STUDY MATERIAL:
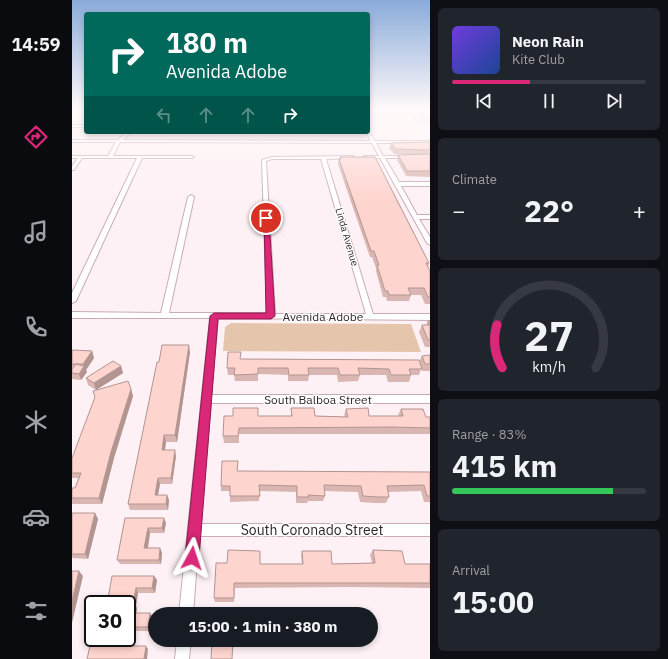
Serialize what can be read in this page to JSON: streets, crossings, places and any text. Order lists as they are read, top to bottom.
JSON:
...
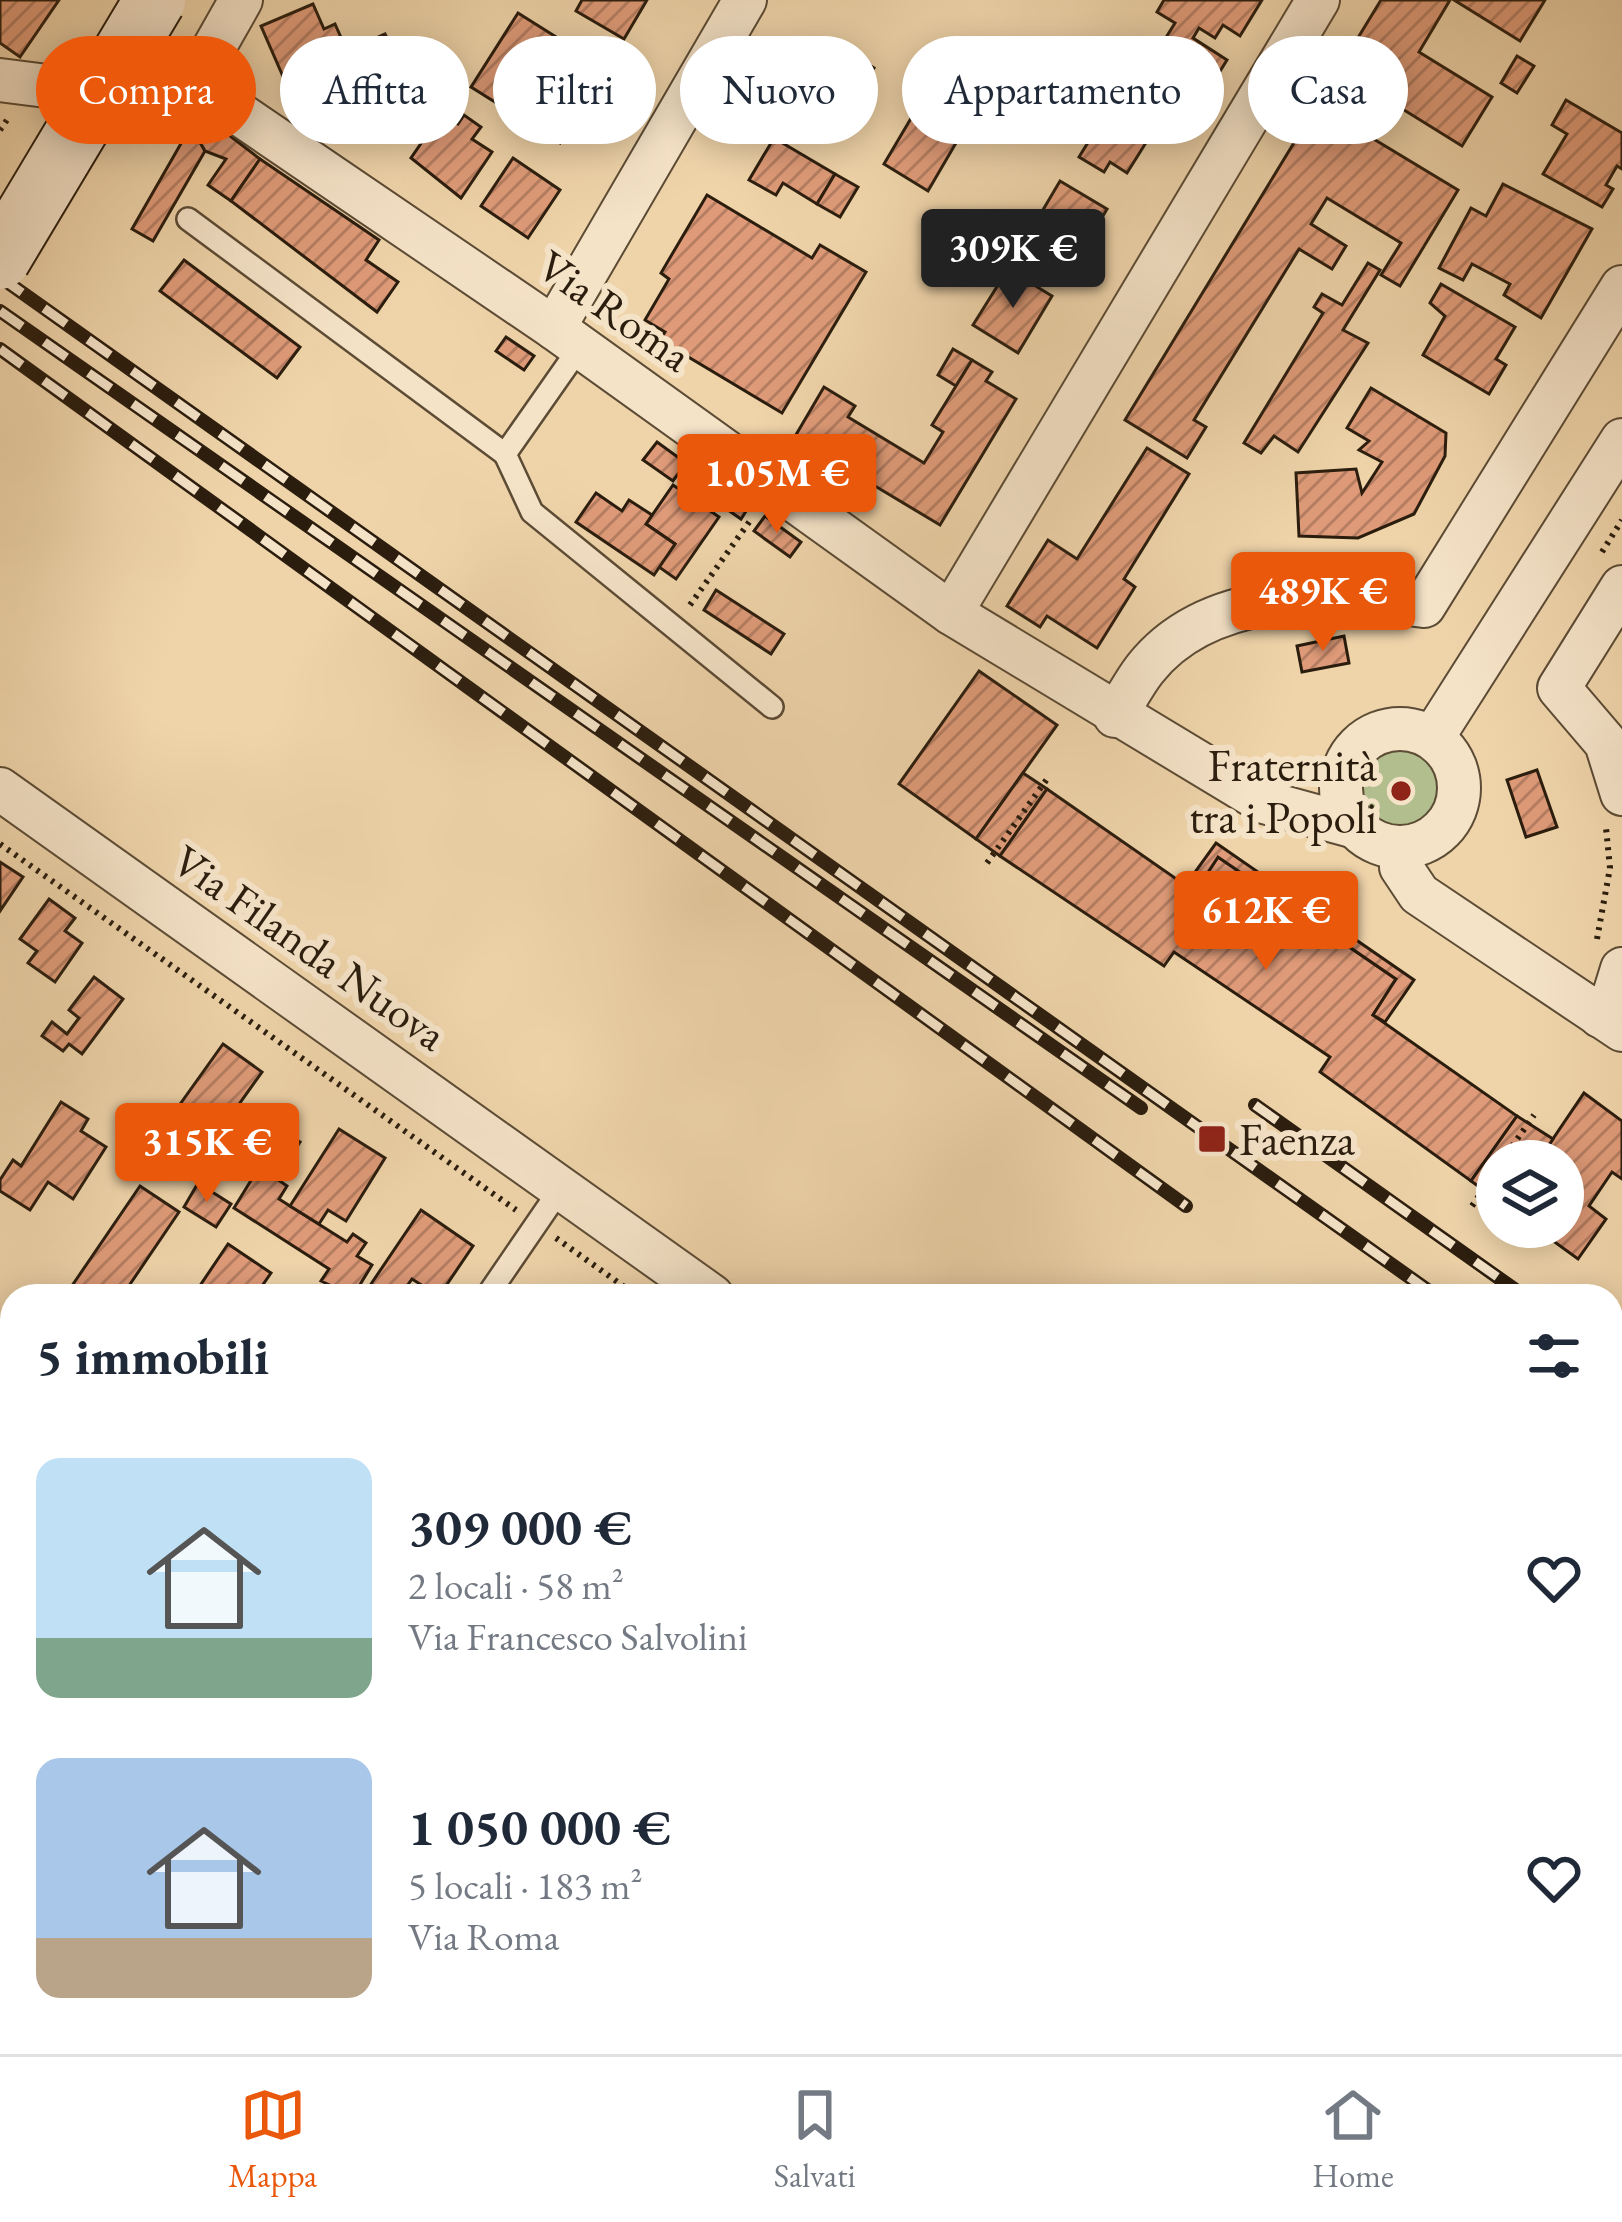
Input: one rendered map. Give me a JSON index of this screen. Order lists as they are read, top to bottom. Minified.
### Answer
==
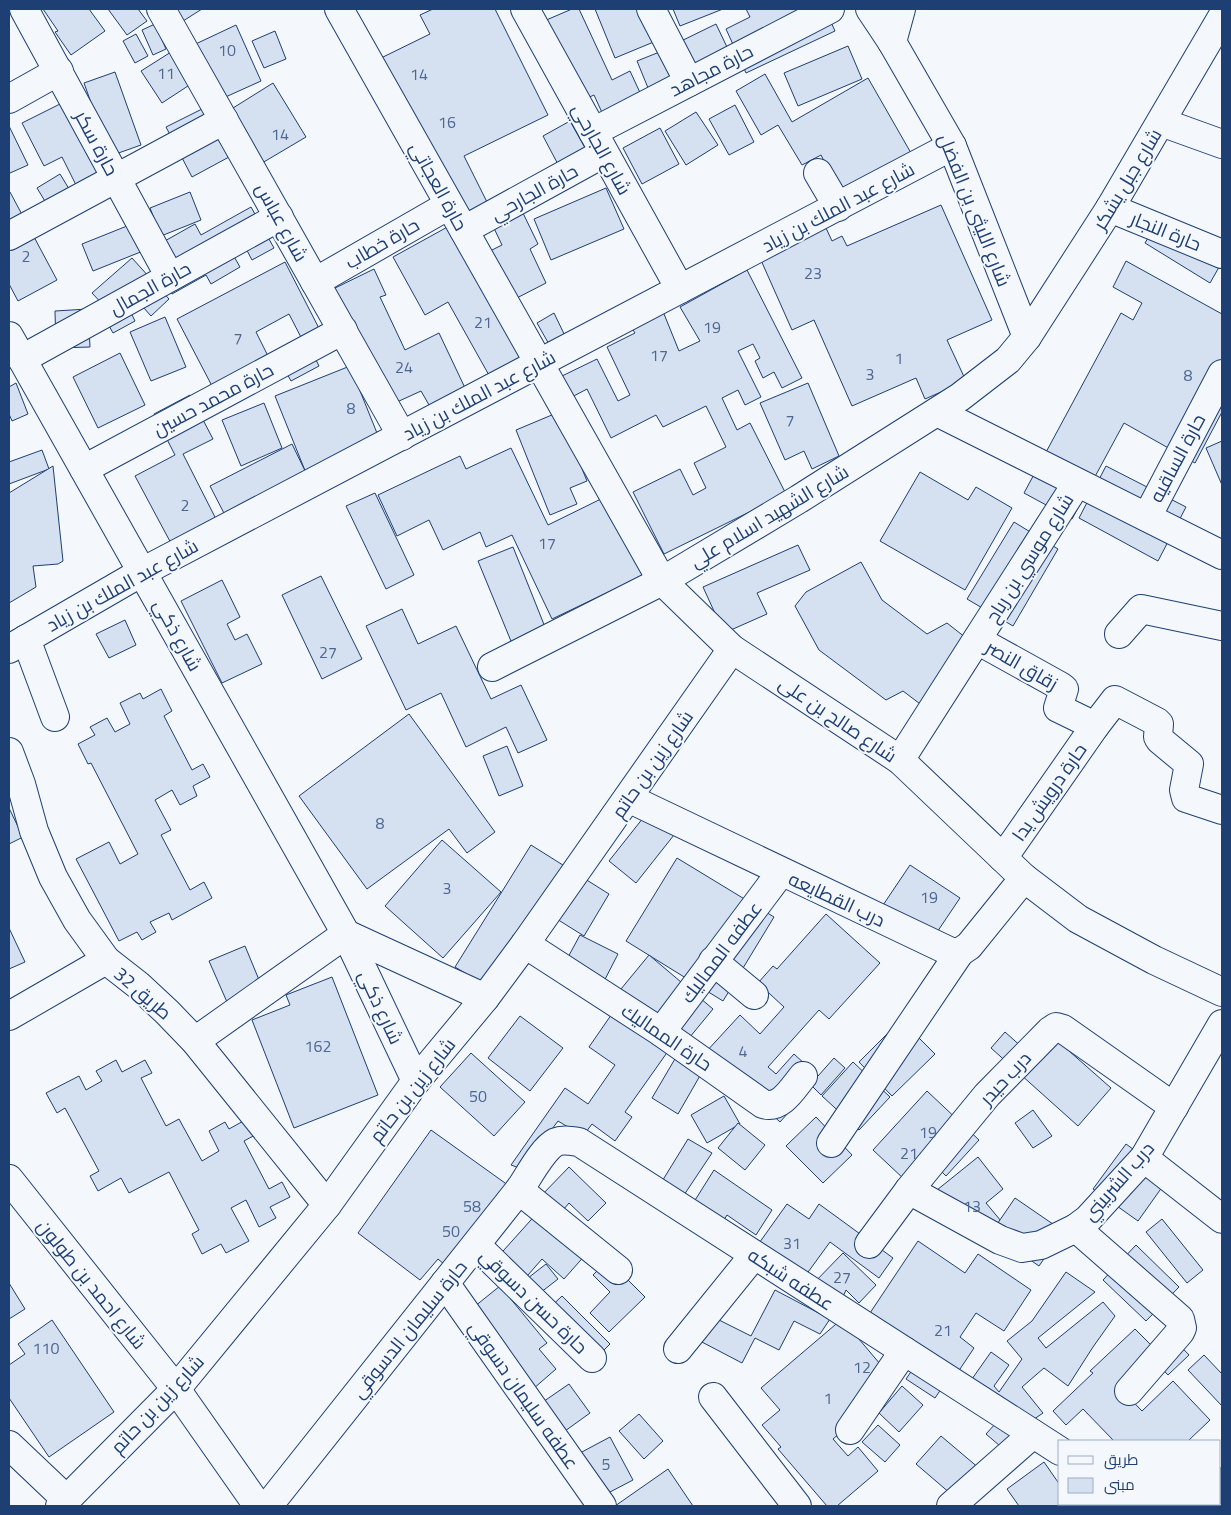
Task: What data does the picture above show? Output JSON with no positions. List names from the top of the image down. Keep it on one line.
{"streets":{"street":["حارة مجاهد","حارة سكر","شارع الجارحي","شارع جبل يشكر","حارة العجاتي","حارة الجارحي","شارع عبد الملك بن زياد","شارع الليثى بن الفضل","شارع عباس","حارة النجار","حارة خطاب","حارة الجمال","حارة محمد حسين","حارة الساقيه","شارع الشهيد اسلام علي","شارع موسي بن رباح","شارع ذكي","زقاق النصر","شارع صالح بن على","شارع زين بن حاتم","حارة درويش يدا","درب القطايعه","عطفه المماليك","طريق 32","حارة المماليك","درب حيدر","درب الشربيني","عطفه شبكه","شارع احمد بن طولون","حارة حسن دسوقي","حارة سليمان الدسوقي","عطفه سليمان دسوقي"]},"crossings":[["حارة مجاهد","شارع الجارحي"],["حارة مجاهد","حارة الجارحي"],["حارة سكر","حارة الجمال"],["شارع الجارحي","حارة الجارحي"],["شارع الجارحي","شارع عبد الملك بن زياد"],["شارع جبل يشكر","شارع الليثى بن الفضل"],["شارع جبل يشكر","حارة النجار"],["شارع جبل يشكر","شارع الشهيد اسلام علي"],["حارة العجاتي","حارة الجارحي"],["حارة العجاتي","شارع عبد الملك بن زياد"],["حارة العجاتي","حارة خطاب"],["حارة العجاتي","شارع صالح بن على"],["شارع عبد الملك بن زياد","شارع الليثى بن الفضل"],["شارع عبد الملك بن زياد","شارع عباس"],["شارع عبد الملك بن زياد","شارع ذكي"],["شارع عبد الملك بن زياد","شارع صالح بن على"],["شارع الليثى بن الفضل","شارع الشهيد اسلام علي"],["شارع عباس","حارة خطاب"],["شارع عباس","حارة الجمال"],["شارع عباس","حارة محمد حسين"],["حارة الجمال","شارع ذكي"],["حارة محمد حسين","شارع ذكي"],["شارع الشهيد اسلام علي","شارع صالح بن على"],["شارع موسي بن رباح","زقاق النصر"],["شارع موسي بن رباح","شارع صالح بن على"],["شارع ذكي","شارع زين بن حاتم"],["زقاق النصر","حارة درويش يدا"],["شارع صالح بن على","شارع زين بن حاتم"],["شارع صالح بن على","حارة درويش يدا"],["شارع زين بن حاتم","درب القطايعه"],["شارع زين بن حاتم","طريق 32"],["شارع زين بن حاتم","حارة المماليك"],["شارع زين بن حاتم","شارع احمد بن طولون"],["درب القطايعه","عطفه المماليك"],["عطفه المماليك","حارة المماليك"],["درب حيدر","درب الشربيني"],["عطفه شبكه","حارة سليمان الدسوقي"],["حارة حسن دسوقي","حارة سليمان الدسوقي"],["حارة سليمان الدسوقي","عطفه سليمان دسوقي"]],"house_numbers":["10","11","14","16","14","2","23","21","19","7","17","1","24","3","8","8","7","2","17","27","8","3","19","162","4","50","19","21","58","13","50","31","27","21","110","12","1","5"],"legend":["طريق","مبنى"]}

TASK OBJECTIVE: Copy out every line from the data above in which the word "bottom" occurs.

SOLUTION TO THIS EXERCISE:
Serialize what can be read in this page to JSON: streets, crossings, places and any text. Order lists as they are read, top to bottom.
Input: one rendered map. Give me a JSON index of this screen. Order lists as they are read, top to bottom. Minified.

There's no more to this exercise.